### PROBLEM TO SOLVE
Images are to be left out when the records below are printed word for word.
Start of GIVEN RECORDS
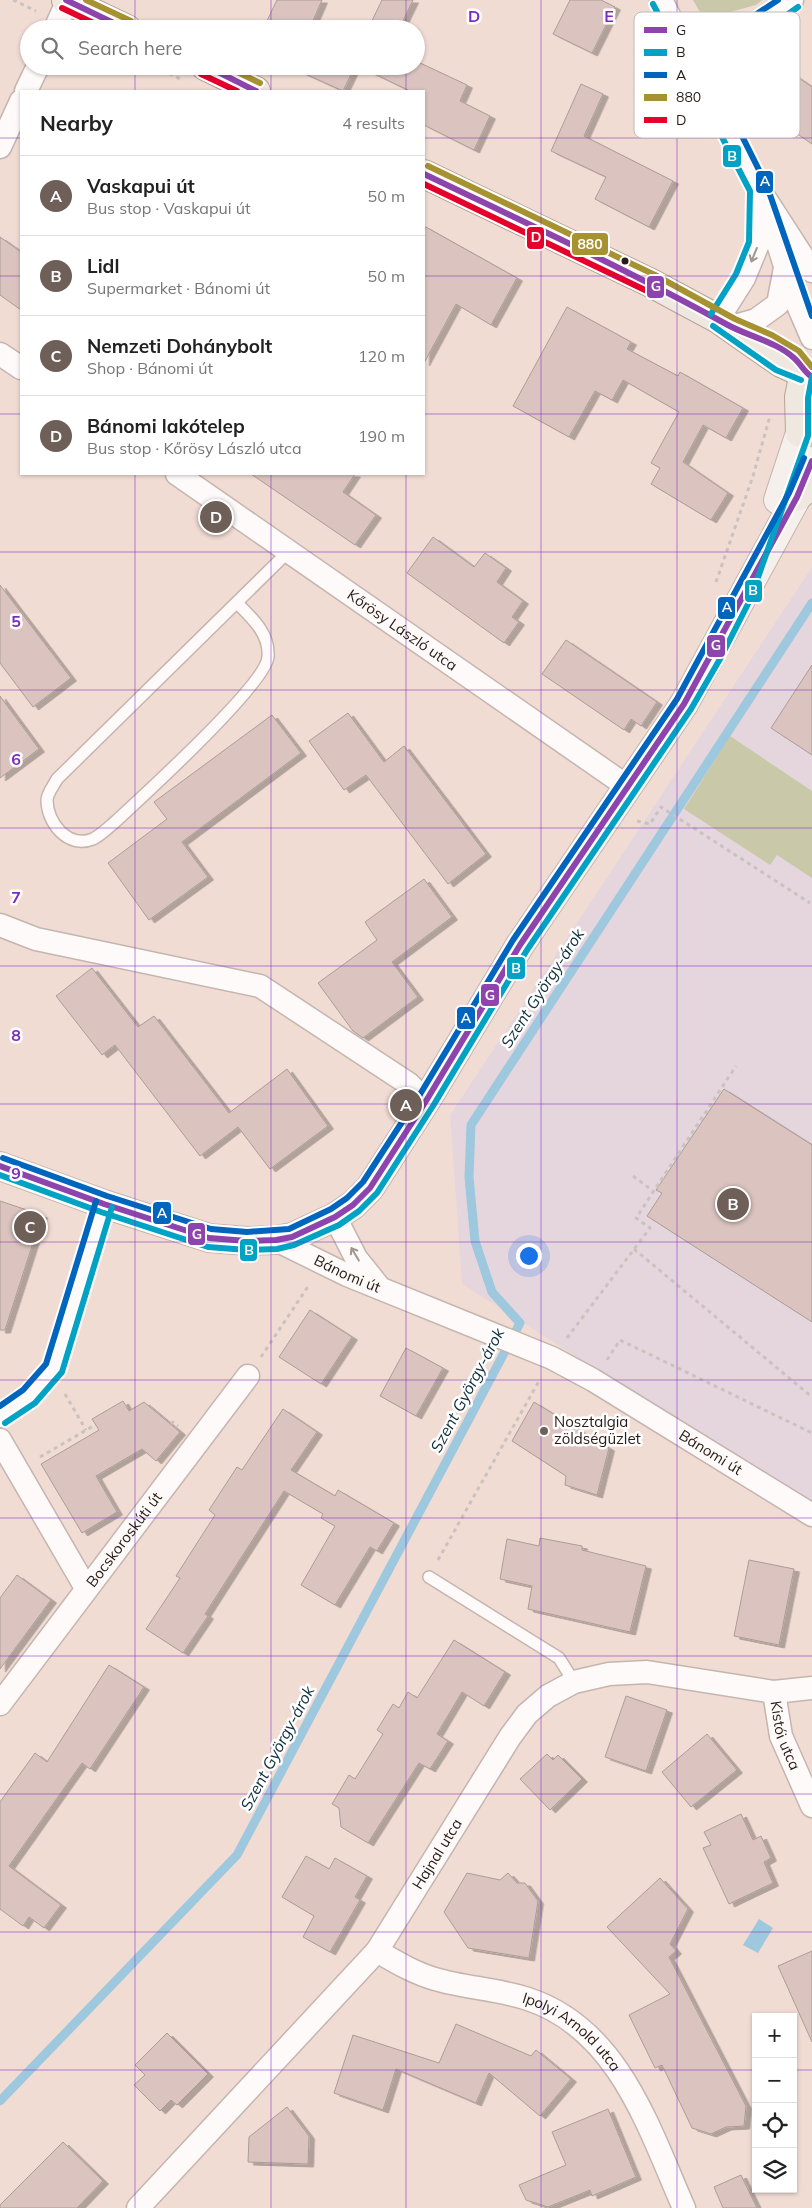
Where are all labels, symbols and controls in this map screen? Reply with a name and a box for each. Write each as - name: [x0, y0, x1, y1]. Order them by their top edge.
- text: D: [468, 6, 480, 26]
- text: E: [604, 6, 614, 26]
- legend: [634, 12, 800, 138]
- search box: [20, 20, 425, 75]
- text: G: [676, 21, 686, 39]
- icon: search: [38, 34, 66, 62]
- text: Search here: [78, 36, 182, 60]
- text: B: [676, 43, 686, 61]
- text: A: [676, 66, 687, 84]
- text: 880: [676, 88, 701, 106]
- text: Nearby: [40, 110, 113, 136]
- text: D: [676, 111, 686, 129]
- text: 4 results: [342, 113, 405, 133]
- line badge: B: [722, 144, 742, 168]
- text: B: [727, 147, 737, 165]
- line badge: A: [755, 170, 774, 194]
- text: A: [760, 172, 771, 190]
- text: Vaskapui út: [87, 174, 195, 198]
- text: A: [50, 186, 62, 206]
- text: 50 m: [368, 186, 405, 206]
- text: Bus stop · Vaskapui út: [87, 198, 251, 218]
- line badge: D: [526, 226, 545, 250]
- text: D: [531, 228, 541, 246]
- line badge: 880: [571, 232, 609, 256]
- text: 880: [577, 235, 603, 253]
- one-way arrow: [748, 247, 757, 262]
- text: Lidl: [87, 254, 119, 278]
- unlabelled marker: [620, 256, 630, 266]
- text: B: [50, 266, 62, 286]
- text: 50 m: [368, 266, 405, 286]
- line badge: G: [646, 275, 665, 299]
- text: G: [651, 277, 661, 295]
- text: Supermarket · Bánomi út: [87, 278, 270, 298]
- text: Nemzeti Dohánybolt: [87, 334, 272, 358]
- text: C: [51, 346, 61, 366]
- text: 120 m: [358, 346, 405, 366]
- text: Shop · Bánomi út: [87, 358, 213, 378]
- text: Bánomi lakótelep: [87, 414, 245, 438]
- text: D: [50, 426, 62, 446]
- text: 190 m: [358, 426, 405, 446]
- text: Bus stop · Kőrösy László utca: [87, 438, 302, 458]
- pin: D: [200, 498, 232, 536]
- line badge: B: [744, 579, 763, 603]
- text: B: [748, 581, 758, 599]
- street label: Kőrösy László utca: [344, 585, 461, 675]
- line badge: A: [717, 596, 736, 620]
- text: A: [722, 598, 733, 616]
- text: 5: [11, 611, 21, 631]
- line badge: G: [706, 634, 726, 658]
- text: G: [711, 636, 721, 654]
- text: 6: [11, 749, 21, 769]
- text: 7: [11, 887, 21, 907]
- water label: Szent György-árok: [496, 924, 588, 1051]
- line badge: B: [506, 956, 526, 980]
- text: B: [511, 959, 521, 977]
- line badge: G: [480, 983, 500, 1007]
- text: G: [485, 986, 495, 1004]
- line badge: A: [456, 1006, 476, 1030]
- text: A: [461, 1009, 472, 1027]
- text: 8: [11, 1025, 21, 1045]
- pin: A: [390, 1086, 422, 1124]
- text: 9: [11, 1163, 21, 1183]
- pin: B: [717, 1185, 749, 1223]
- line badge: A: [152, 1201, 172, 1225]
- text: A: [157, 1204, 168, 1222]
- pin: C: [14, 1208, 46, 1246]
- line badge: G: [187, 1222, 206, 1246]
- text: G: [192, 1225, 202, 1243]
- line badge: B: [239, 1238, 258, 1262]
- text: B: [244, 1241, 254, 1259]
- your location: [516, 1243, 542, 1269]
- one-way arrow: [350, 1248, 360, 1262]
- street label: Bánomi út: [311, 1250, 384, 1297]
- water label: Szent György-árok: [426, 1324, 509, 1456]
- place label: Nosztalgia zöldségüzlet: [554, 1412, 641, 1448]
- marker: Nosztalgia zöldségüzlet: [538, 1425, 550, 1437]
- street label: Bánomi út: [676, 1425, 746, 1479]
- street label: Bocskoroskúti út: [82, 1488, 166, 1591]
- water label: Szent György-árok: [236, 1682, 319, 1814]
- street label: Kistói utca: [767, 1699, 805, 1773]
- street label: Hajnal utca: [408, 1815, 466, 1893]
- street label: Ipolyi Arnold utca: [520, 1988, 625, 2075]
- map controls: [752, 2013, 797, 2193]
- button: +: [752, 2013, 797, 2058]
- button: −: [752, 2058, 797, 2103]
- button: locate: [752, 2103, 797, 2148]
- button: layers: [752, 2148, 797, 2193]

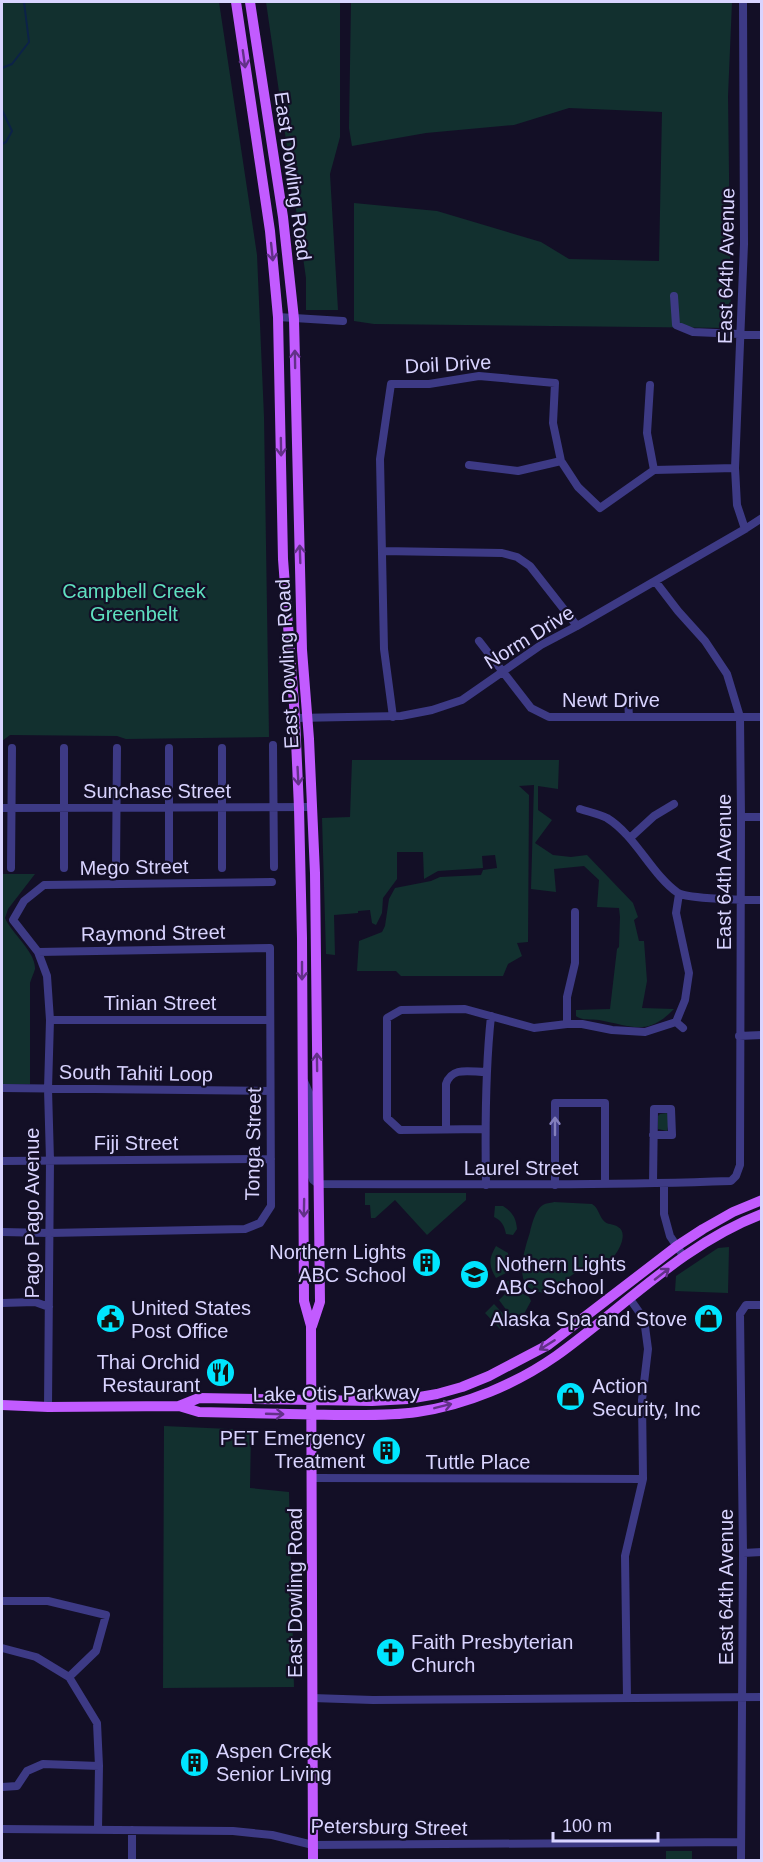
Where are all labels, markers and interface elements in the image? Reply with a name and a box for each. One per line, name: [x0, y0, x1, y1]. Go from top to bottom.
one-way arrow: [239, 49, 250, 69]
street label: East Dowling Road: [270, 90, 316, 262]
street label: East 64th Avenue: [714, 188, 738, 344]
one-way arrow: [267, 242, 278, 262]
one-way arrow: [289, 350, 300, 370]
street label: Doil Drive: [404, 351, 492, 377]
one-way arrow: [275, 437, 287, 457]
one-way arrow: [294, 545, 305, 565]
street label: East Dowling Road: [272, 578, 302, 750]
park label: Campbell Creek Greenbelt: [62, 580, 207, 625]
street label: Norm Drive: [480, 601, 578, 673]
street label: Newt Drive: [562, 689, 660, 711]
one-way arrow: [292, 766, 303, 786]
street label: Sunchase Street: [83, 780, 231, 802]
street label: East 64th Avenue: [713, 794, 735, 950]
street label: Mego Street: [79, 855, 189, 879]
street label: Raymond Street: [81, 921, 226, 945]
one-way arrow: [297, 961, 308, 981]
street label: Tinian Street: [104, 992, 217, 1014]
one-way arrow: [311, 1053, 323, 1073]
street label: South Tahiti Loop: [59, 1061, 213, 1085]
street label: Tonga Street: [241, 1087, 265, 1201]
one-way arrow: [549, 1117, 561, 1137]
street label: Pago Pago Avenue: [21, 1128, 43, 1298]
street label: Fiji Street: [94, 1132, 179, 1154]
street label: Laurel Street: [464, 1157, 579, 1179]
one-way arrow: [298, 1198, 310, 1218]
place label: Northern Lights ABC School: [269, 1241, 406, 1286]
building icon: Northern Lights ABC School: [411, 1247, 443, 1279]
place label: Nothern Lights ABC School: [496, 1253, 626, 1298]
school or university icon: Nothern Lights ABC School: [459, 1259, 491, 1291]
one-way arrow: [654, 1267, 670, 1280]
place label: United States Post Office: [131, 1297, 251, 1342]
public building icon: United States Post Office: [94, 1303, 126, 1335]
shop icon: Alaska Spa and Stove: [692, 1303, 724, 1335]
place label: Alaska Spa and Stove: [490, 1308, 687, 1330]
one-way arrow: [539, 1340, 556, 1352]
place label: Thai Orchid Restaurant: [97, 1351, 200, 1396]
restaurant icon: Thai Orchid Restaurant: [205, 1357, 237, 1389]
place label: Action Security, Inc: [592, 1375, 701, 1420]
street label: Lake Otis Parkway: [252, 1381, 420, 1405]
shop icon: Action Security, Inc: [555, 1381, 587, 1413]
one-way arrow: [433, 1400, 452, 1412]
one-way arrow: [265, 1408, 285, 1420]
place label: PET Emergency Treatment: [220, 1427, 365, 1472]
building icon: PET Emergency Treatment: [370, 1434, 402, 1466]
street label: Tuttle Place: [426, 1451, 530, 1473]
street label: East Dowling Road: [284, 1508, 306, 1678]
street label: East 64th Avenue: [715, 1509, 737, 1665]
place label: Faith Presbyterian Church: [411, 1631, 573, 1676]
church icon: Faith Presbyterian Church: [374, 1637, 406, 1669]
place label: Aspen Creek Senior Living: [216, 1740, 333, 1785]
building icon: Aspen Creek Senior Living: [179, 1747, 211, 1779]
scale bar: [553, 1805, 658, 1843]
street label: Petersburg Street: [310, 1815, 468, 1839]
text: 100 m: [562, 1816, 612, 1836]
End of GIVEN RECORDS
### SOLVED PROBLEM
Where are all labels, symbols and controls in this map screen? Reply with a name and a box for each. Write each as - name: [x0, y0, x1, y1]. Order them by their top edge.
- text: D: [468, 6, 480, 26]
- text: E: [604, 6, 614, 26]
- legend: [634, 12, 800, 138]
- search box: [20, 20, 425, 75]
- text: G: [676, 21, 686, 39]
- icon: search: [38, 34, 66, 62]
- text: Search here: [78, 36, 182, 60]
- text: B: [676, 43, 686, 61]
- text: A: [676, 66, 687, 84]
- text: 880: [676, 88, 701, 106]
- text: Nearby: [40, 110, 113, 136]
- text: D: [676, 111, 686, 129]
- text: 4 results: [342, 113, 405, 133]
- line badge: B: [722, 144, 742, 168]
- text: B: [727, 147, 737, 165]
- line badge: A: [755, 170, 774, 194]
- text: A: [760, 172, 771, 190]
- text: Vaskapui út: [87, 174, 195, 198]
- text: A: [50, 186, 62, 206]
- text: 50 m: [368, 186, 405, 206]
- text: Bus stop · Vaskapui út: [87, 198, 251, 218]
- line badge: D: [526, 226, 545, 250]
- text: D: [531, 228, 541, 246]
- line badge: 880: [571, 232, 609, 256]
- text: 880: [577, 235, 603, 253]
- one-way arrow: [748, 247, 757, 262]
- text: Lidl: [87, 254, 119, 278]
- unlabelled marker: [620, 256, 630, 266]
- text: B: [50, 266, 62, 286]
- text: 50 m: [368, 266, 405, 286]
- line badge: G: [646, 275, 665, 299]
- text: G: [651, 277, 661, 295]
- text: Supermarket · Bánomi út: [87, 278, 270, 298]
- text: Nemzeti Dohánybolt: [87, 334, 272, 358]
- text: C: [51, 346, 61, 366]
- text: 120 m: [358, 346, 405, 366]
- text: Shop · Bánomi út: [87, 358, 213, 378]
- text: Bánomi lakótelep: [87, 414, 245, 438]
- text: D: [50, 426, 62, 446]
- text: 190 m: [358, 426, 405, 446]
- text: Bus stop · Kőrösy László utca: [87, 438, 302, 458]
- pin: D: [200, 498, 232, 536]
- line badge: B: [744, 579, 763, 603]
- text: B: [748, 581, 758, 599]
- street label: Kőrösy László utca: [344, 585, 461, 675]
- line badge: A: [717, 596, 736, 620]
- text: A: [722, 598, 733, 616]
- text: 5: [11, 611, 21, 631]
- line badge: G: [706, 634, 726, 658]
- text: G: [711, 636, 721, 654]
- text: 6: [11, 749, 21, 769]
- text: 7: [11, 887, 21, 907]
- water label: Szent György-árok: [496, 924, 588, 1051]
- line badge: B: [506, 956, 526, 980]
- text: B: [511, 959, 521, 977]
- line badge: G: [480, 983, 500, 1007]
- text: G: [485, 986, 495, 1004]
- line badge: A: [456, 1006, 476, 1030]
- text: A: [461, 1009, 472, 1027]
- text: 8: [11, 1025, 21, 1045]
- pin: A: [390, 1086, 422, 1124]
- text: 9: [11, 1163, 21, 1183]
- pin: B: [717, 1185, 749, 1223]
- line badge: A: [152, 1201, 172, 1225]
- text: A: [157, 1204, 168, 1222]
- pin: C: [14, 1208, 46, 1246]
- line badge: G: [187, 1222, 206, 1246]
- text: G: [192, 1225, 202, 1243]
- line badge: B: [239, 1238, 258, 1262]
- text: B: [244, 1241, 254, 1259]
- your location: [516, 1243, 542, 1269]
- one-way arrow: [350, 1248, 360, 1262]
- street label: Bánomi út: [311, 1250, 384, 1297]
- water label: Szent György-árok: [426, 1324, 509, 1456]
- place label: Nosztalgia zöldségüzlet: [554, 1412, 641, 1448]
- marker: Nosztalgia zöldségüzlet: [538, 1425, 550, 1437]
- street label: Bánomi út: [676, 1425, 746, 1479]
- street label: Bocskoroskúti út: [82, 1488, 166, 1591]
- water label: Szent György-árok: [236, 1682, 319, 1814]
- street label: Kistói utca: [767, 1699, 805, 1773]
- street label: Hajnal utca: [408, 1815, 466, 1893]
- street label: Ipolyi Arnold utca: [520, 1988, 625, 2075]
- map controls: [752, 2013, 797, 2193]
- button: +: [752, 2013, 797, 2058]
- button: −: [752, 2058, 797, 2103]
- button: locate: [752, 2103, 797, 2148]
- button: layers: [752, 2148, 797, 2193]

Where are all labels, markers and interface elements in the image? Reply with a name and a box for each. One per line, name: [x0, y0, x1, y1]. Go from top to bottom.
one-way arrow: [239, 49, 250, 69]
street label: East Dowling Road: [270, 90, 316, 262]
street label: East 64th Avenue: [714, 188, 738, 344]
one-way arrow: [267, 242, 278, 262]
one-way arrow: [289, 350, 300, 370]
street label: Doil Drive: [404, 351, 492, 377]
one-way arrow: [275, 437, 287, 457]
one-way arrow: [294, 545, 305, 565]
street label: East Dowling Road: [272, 578, 302, 750]
park label: Campbell Creek Greenbelt: [62, 580, 207, 625]
street label: Norm Drive: [480, 601, 578, 673]
street label: Newt Drive: [562, 689, 660, 711]
one-way arrow: [292, 766, 303, 786]
street label: Sunchase Street: [83, 780, 231, 802]
street label: East 64th Avenue: [713, 794, 735, 950]
street label: Mego Street: [79, 855, 189, 879]
street label: Raymond Street: [81, 921, 226, 945]
one-way arrow: [297, 961, 308, 981]
street label: Tinian Street: [104, 992, 217, 1014]
one-way arrow: [311, 1053, 323, 1073]
street label: South Tahiti Loop: [59, 1061, 213, 1085]
street label: Tonga Street: [241, 1087, 265, 1201]
one-way arrow: [549, 1117, 561, 1137]
street label: Pago Pago Avenue: [21, 1128, 43, 1298]
street label: Fiji Street: [94, 1132, 179, 1154]
street label: Laurel Street: [464, 1157, 579, 1179]
one-way arrow: [298, 1198, 310, 1218]
place label: Northern Lights ABC School: [269, 1241, 406, 1286]
building icon: Northern Lights ABC School: [411, 1247, 443, 1279]
place label: Nothern Lights ABC School: [496, 1253, 626, 1298]
school or university icon: Nothern Lights ABC School: [459, 1259, 491, 1291]
one-way arrow: [654, 1267, 670, 1280]
place label: United States Post Office: [131, 1297, 251, 1342]
public building icon: United States Post Office: [94, 1303, 126, 1335]
shop icon: Alaska Spa and Stove: [692, 1303, 724, 1335]
place label: Alaska Spa and Stove: [490, 1308, 687, 1330]
one-way arrow: [539, 1340, 556, 1352]
place label: Thai Orchid Restaurant: [97, 1351, 200, 1396]
restaurant icon: Thai Orchid Restaurant: [205, 1357, 237, 1389]
place label: Action Security, Inc: [592, 1375, 701, 1420]
street label: Lake Otis Parkway: [252, 1381, 420, 1405]
shop icon: Action Security, Inc: [555, 1381, 587, 1413]
one-way arrow: [433, 1400, 452, 1412]
one-way arrow: [265, 1408, 285, 1420]
place label: PET Emergency Treatment: [220, 1427, 365, 1472]
building icon: PET Emergency Treatment: [370, 1434, 402, 1466]
street label: Tuttle Place: [426, 1451, 530, 1473]
street label: East Dowling Road: [284, 1508, 306, 1678]
street label: East 64th Avenue: [715, 1509, 737, 1665]
place label: Faith Presbyterian Church: [411, 1631, 573, 1676]
church icon: Faith Presbyterian Church: [374, 1637, 406, 1669]
place label: Aspen Creek Senior Living: [216, 1740, 333, 1785]
building icon: Aspen Creek Senior Living: [179, 1747, 211, 1779]
scale bar: [553, 1805, 658, 1843]
street label: Petersburg Street: [310, 1815, 468, 1839]
text: 100 m: [562, 1816, 612, 1836]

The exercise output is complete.